Speaking at the tourism fair FITUR in Madrid, Fernández Díaz said he was convinced that Saint Teresa of Ávila, the 16th-century nun, is “interceding” for Spain “during these harsh times.”
The revelatory statement was part of the presentation of “Huellas de Santa Teresa” (or, Traces of Saint Teresa), a project to celebrate the 500th anniversary of her birth through a tour of 17 cities where the saint established outposts for the Discalced Carmelites, a branch of the Carmelites that she founded.
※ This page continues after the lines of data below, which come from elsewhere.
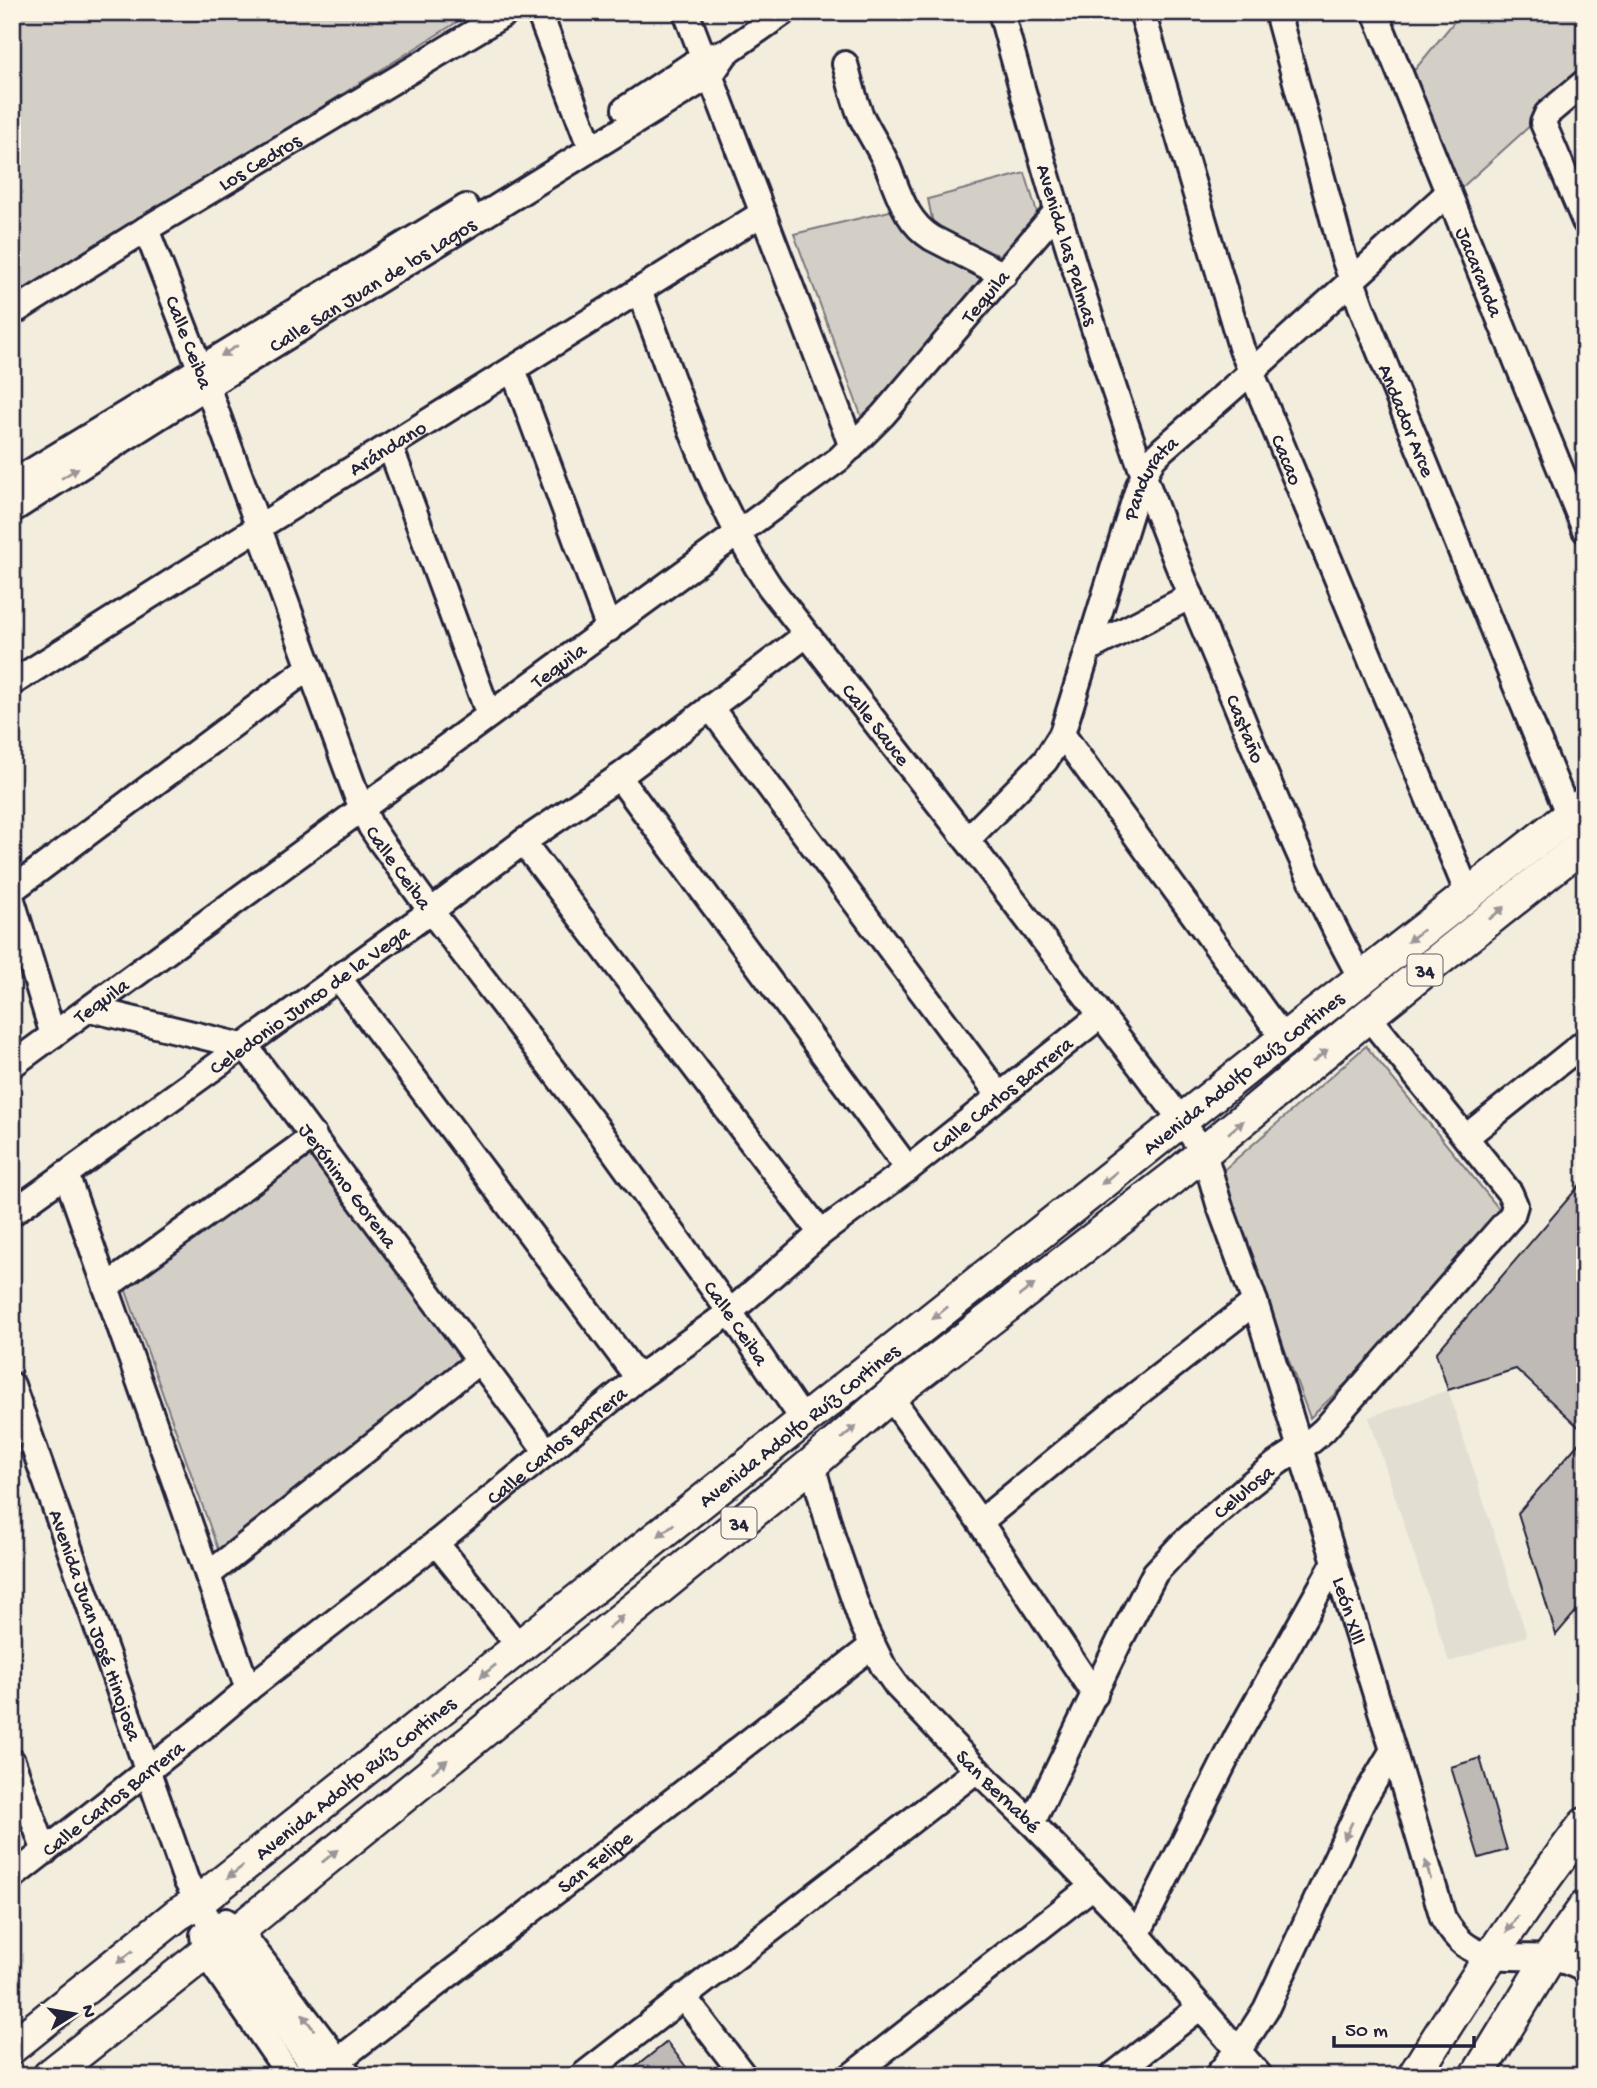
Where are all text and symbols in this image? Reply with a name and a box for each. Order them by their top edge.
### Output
street label: Los Cedros [215,129,308,199]
street label: Avenida las Palmas [1028,162,1102,331]
street label: Calle San Juan de los Lagos [266,213,483,360]
street label: Jacaranda [1448,224,1507,323]
street label: Tequila [957,265,1018,331]
street label: Calle Ceiba [157,293,216,394]
one-way arrow [219,344,239,357]
street label: Andador Arce [1370,361,1439,483]
street label: Arándano [346,417,432,484]
street label: Pandurata [1119,431,1186,525]
street label: Cacao [1263,432,1306,490]
one-way arrow [60,467,80,480]
street label: Tequila [527,638,594,697]
street label: Calle Sauce [834,680,914,773]
street label: Castaño [1218,692,1268,768]
street label: Calle Ceiba [358,822,436,917]
one-way arrow [1487,906,1505,921]
street label: Celedonio Junco de la Vega [206,920,417,1082]
one-way arrow [1407,928,1425,943]
road number: 34 [1408,954,1442,986]
street label: Tequila [70,974,136,1032]
street label: Avenida Adolfo Ruíz Cortines [1139,987,1351,1162]
street label: Calle Carlos Barrera [928,1032,1081,1161]
one-way arrow [1311,1049,1329,1064]
one-way arrow [1227,1119,1245,1134]
street label: Jerónimo Gorena [291,1120,401,1256]
one-way arrow [1101,1170,1118,1185]
street label: Calle Ceiba [696,1277,773,1373]
one-way arrow [1018,1283,1036,1298]
one-way arrow [932,1305,950,1320]
street label: Avenida Adolfo Ruíz Cortines [695,1339,907,1515]
street label: Calle Carlos Barrera [483,1382,635,1512]
one-way arrow [840,1424,858,1440]
street label: Celulosa [1210,1460,1281,1526]
street label: Avenida Juan José Hinojosa [41,1507,145,1746]
road number: 34 [722,1508,756,1539]
one-way arrow [658,1522,675,1537]
street label: León Xlll [1324,1575,1369,1648]
one-way arrow [607,1615,624,1630]
one-way arrow [479,1664,497,1679]
street label: Avenida Adolfo Ruíz Cortines [251,1692,463,1868]
street label: Calle Carlos Barrera [39,1736,192,1864]
street label: San Bernabé [949,1746,1045,1841]
one-way arrow [431,1759,448,1774]
one-way arrow [1343,1821,1354,1841]
street label: San Felipe [554,1826,640,1901]
one-way arrow [321,1849,338,1864]
one-way arrow [1422,1859,1433,1881]
one-way arrow [226,1865,244,1880]
one-way arrow [1506,1914,1519,1933]
one-way arrow [116,1949,134,1964]
north arrow [38,1980,108,2050]
text: N [75,2003,100,2020]
scale bar [1334,2004,1474,2048]
one-way arrow [302,2013,316,2031]
text: 50 m [1345,2020,1388,2045]

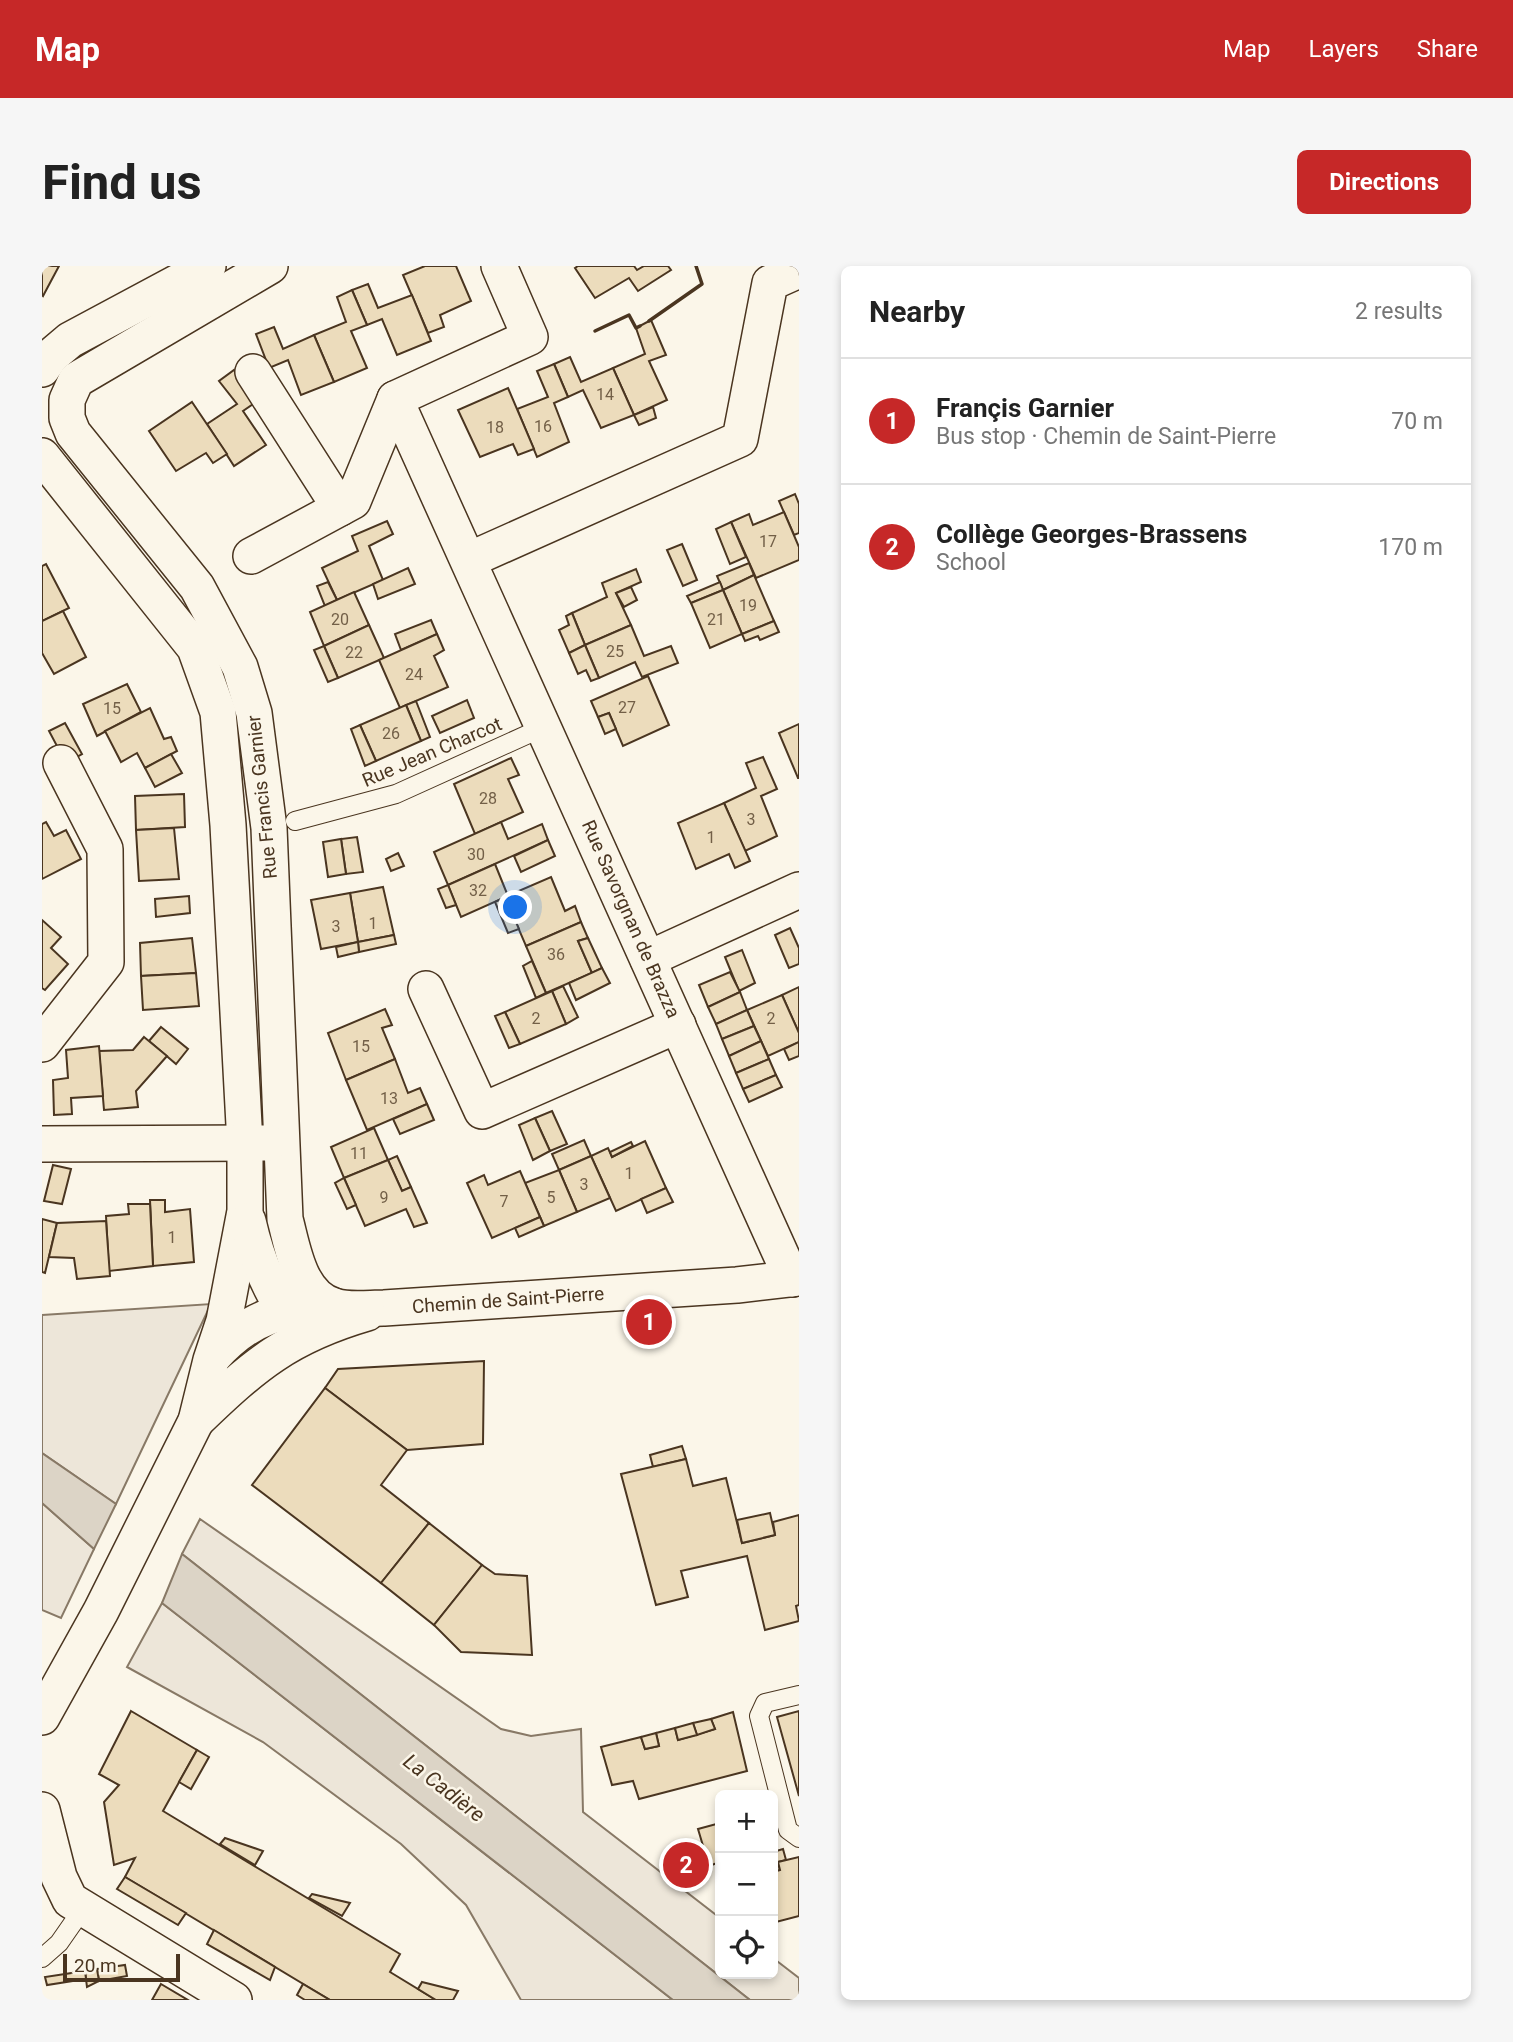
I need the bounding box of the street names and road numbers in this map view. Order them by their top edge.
street label: Rue Jean Charcot [359,712,505,792]
street label: Rue Francis Garnier [242,713,282,880]
street label: Rue Savorgnan de Brazza [577,816,685,1022]
street label: Chemin de Saint-Pierre [411,1282,605,1318]

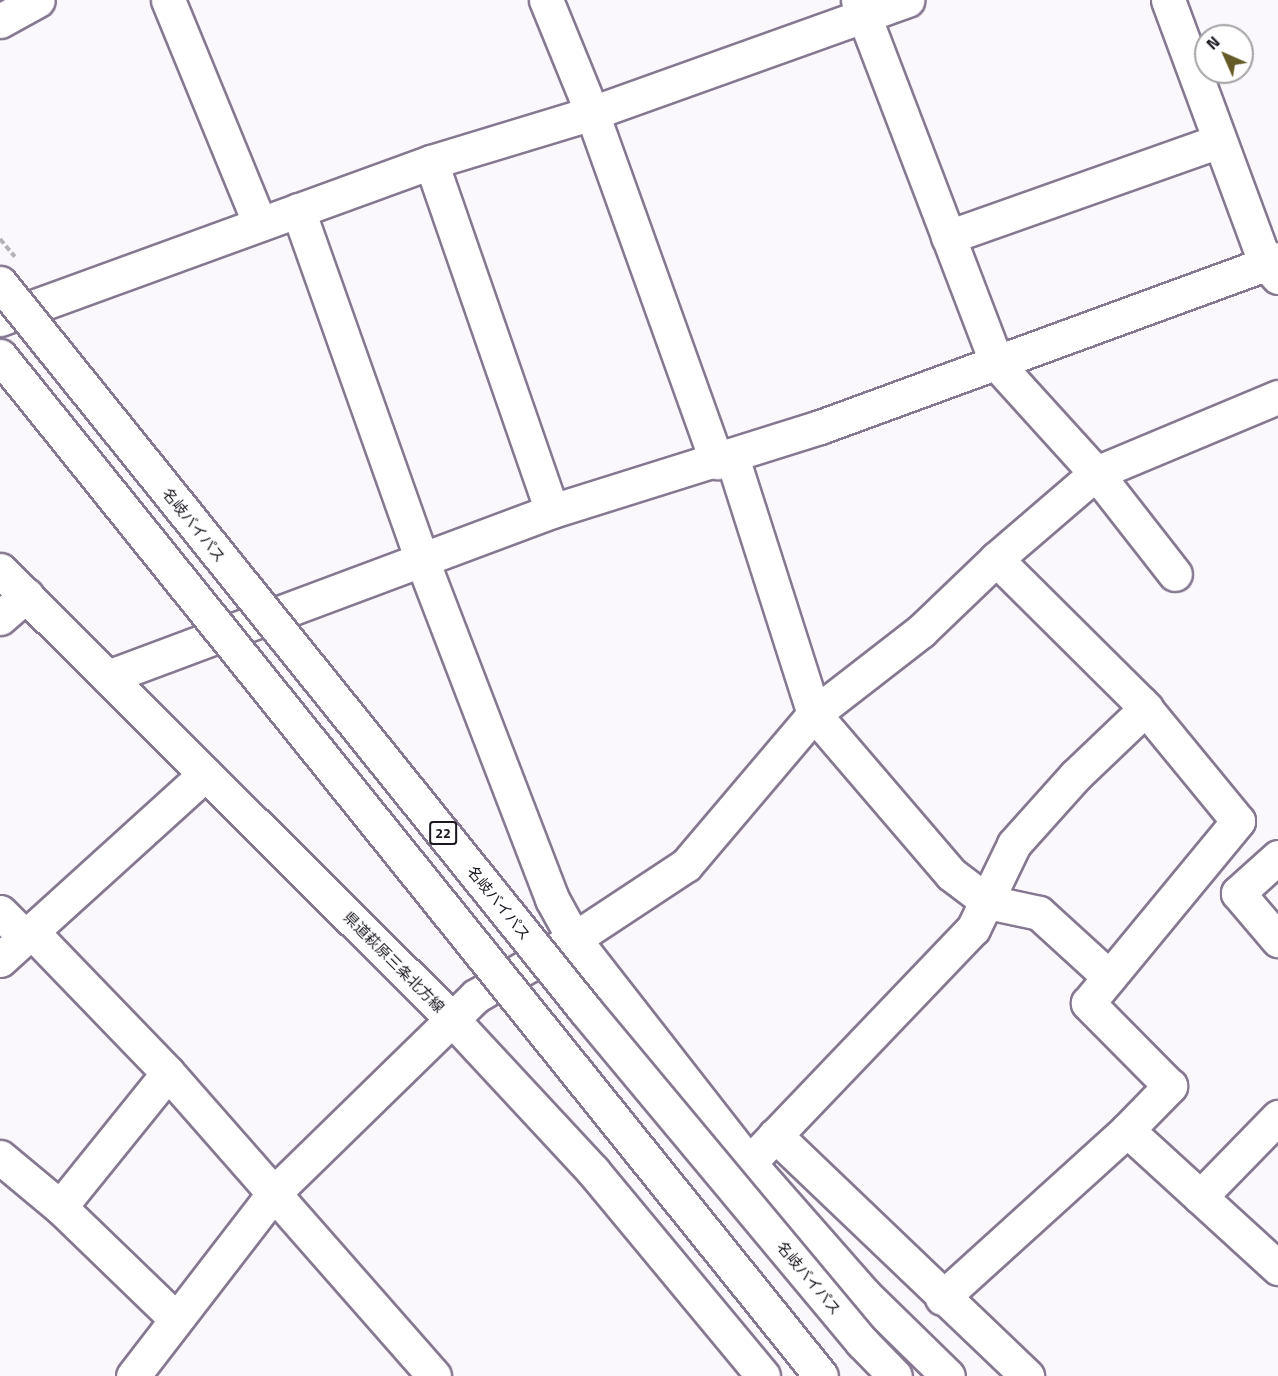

“Saint Teresa spoke of harsh times, and I am sure that right now she is acting as an important intercessor for Spain during our own harsh times,” said Fernández Díaz, of the conservative Popular Party (PP).
“Efforts from above”
Fernández Díaz also expressed confidence in the saint’s ability to make the 2015 cultural project a success. “I am sure that her efforts from above, where she is very powerful, will make this a success,” he told a large group of representatives from the cities and regions involved in Huellas de Santa Teresa.
Saint Teresa is one of the most popular holy figures in Spain, and a relic of her body — an “incorrupt hand” — is still preserved and venerated at the Church of La Merced in Ronda (Málaga).